→ INSTRUCTIONS TO FOLLOW
Each record that follows is to be output in full, precisely as written.

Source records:
>>>>
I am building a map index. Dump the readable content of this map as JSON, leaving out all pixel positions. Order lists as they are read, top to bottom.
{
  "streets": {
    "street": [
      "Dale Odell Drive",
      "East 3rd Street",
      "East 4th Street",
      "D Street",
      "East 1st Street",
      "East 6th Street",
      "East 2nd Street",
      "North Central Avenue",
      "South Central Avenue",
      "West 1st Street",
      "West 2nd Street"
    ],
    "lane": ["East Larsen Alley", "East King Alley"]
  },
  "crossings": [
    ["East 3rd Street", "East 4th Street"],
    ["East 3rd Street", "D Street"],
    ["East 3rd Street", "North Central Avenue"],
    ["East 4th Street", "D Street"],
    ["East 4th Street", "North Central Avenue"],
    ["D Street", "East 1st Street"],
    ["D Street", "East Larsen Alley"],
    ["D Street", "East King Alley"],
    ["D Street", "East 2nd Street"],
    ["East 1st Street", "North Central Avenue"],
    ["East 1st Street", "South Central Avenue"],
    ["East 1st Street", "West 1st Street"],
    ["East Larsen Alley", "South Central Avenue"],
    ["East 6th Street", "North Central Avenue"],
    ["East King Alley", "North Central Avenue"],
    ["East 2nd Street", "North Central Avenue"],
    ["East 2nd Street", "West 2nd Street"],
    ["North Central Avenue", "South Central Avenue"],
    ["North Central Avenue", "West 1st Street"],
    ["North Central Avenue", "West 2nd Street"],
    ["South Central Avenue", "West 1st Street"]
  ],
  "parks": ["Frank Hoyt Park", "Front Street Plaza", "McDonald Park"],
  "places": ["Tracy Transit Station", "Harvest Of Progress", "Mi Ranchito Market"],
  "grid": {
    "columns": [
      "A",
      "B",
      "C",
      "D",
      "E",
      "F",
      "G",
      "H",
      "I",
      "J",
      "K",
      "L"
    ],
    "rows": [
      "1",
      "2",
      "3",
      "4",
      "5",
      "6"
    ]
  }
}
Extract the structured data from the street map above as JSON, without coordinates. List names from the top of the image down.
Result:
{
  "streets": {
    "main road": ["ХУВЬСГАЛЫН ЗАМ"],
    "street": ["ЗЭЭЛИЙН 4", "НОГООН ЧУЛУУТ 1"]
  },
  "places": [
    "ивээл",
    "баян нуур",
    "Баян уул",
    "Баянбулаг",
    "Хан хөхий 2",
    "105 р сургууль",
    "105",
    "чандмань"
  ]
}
<<<<
→ ANSWER SECTION
I am building a map index. Dump the readable content of this map as JSON, leaving out all pixel positions. Order lists as they are read, top to bottom.
{
  "streets": {
    "street": [
      "Dale Odell Drive",
      "East 3rd Street",
      "East 4th Street",
      "D Street",
      "East 1st Street",
      "East 6th Street",
      "East 2nd Street",
      "North Central Avenue",
      "South Central Avenue",
      "West 1st Street",
      "West 2nd Street"
    ],
    "lane": ["East Larsen Alley", "East King Alley"]
  },
  "crossings": [
    ["East 3rd Street", "East 4th Street"],
    ["East 3rd Street", "D Street"],
    ["East 3rd Street", "North Central Avenue"],
    ["East 4th Street", "D Street"],
    ["East 4th Street", "North Central Avenue"],
    ["D Street", "East 1st Street"],
    ["D Street", "East Larsen Alley"],
    ["D Street", "East King Alley"],
    ["D Street", "East 2nd Street"],
    ["East 1st Street", "North Central Avenue"],
    ["East 1st Street", "South Central Avenue"],
    ["East 1st Street", "West 1st Street"],
    ["East Larsen Alley", "South Central Avenue"],
    ["East 6th Street", "North Central Avenue"],
    ["East King Alley", "North Central Avenue"],
    ["East 2nd Street", "North Central Avenue"],
    ["East 2nd Street", "West 2nd Street"],
    ["North Central Avenue", "South Central Avenue"],
    ["North Central Avenue", "West 1st Street"],
    ["North Central Avenue", "West 2nd Street"],
    ["South Central Avenue", "West 1st Street"]
  ],
  "parks": ["Frank Hoyt Park", "Front Street Plaza", "McDonald Park"],
  "places": ["Tracy Transit Station", "Harvest Of Progress", "Mi Ranchito Market"],
  "grid": {
    "columns": [
      "A",
      "B",
      "C",
      "D",
      "E",
      "F",
      "G",
      "H",
      "I",
      "J",
      "K",
      "L"
    ],
    "rows": [
      "1",
      "2",
      "3",
      "4",
      "5",
      "6"
    ]
  }
}
Extract the structured data from the street map above as JSON, without coordinates. List names from the top of the image down.
Result:
{
  "streets": {
    "main road": ["ХУВЬСГАЛЫН ЗАМ"],
    "street": ["ЗЭЭЛИЙН 4", "НОГООН ЧУЛУУТ 1"]
  },
  "places": [
    "ивээл",
    "баян нуур",
    "Баян уул",
    "Баянбулаг",
    "Хан хөхий 2",
    "105 р сургууль",
    "105",
    "чандмань"
  ]
}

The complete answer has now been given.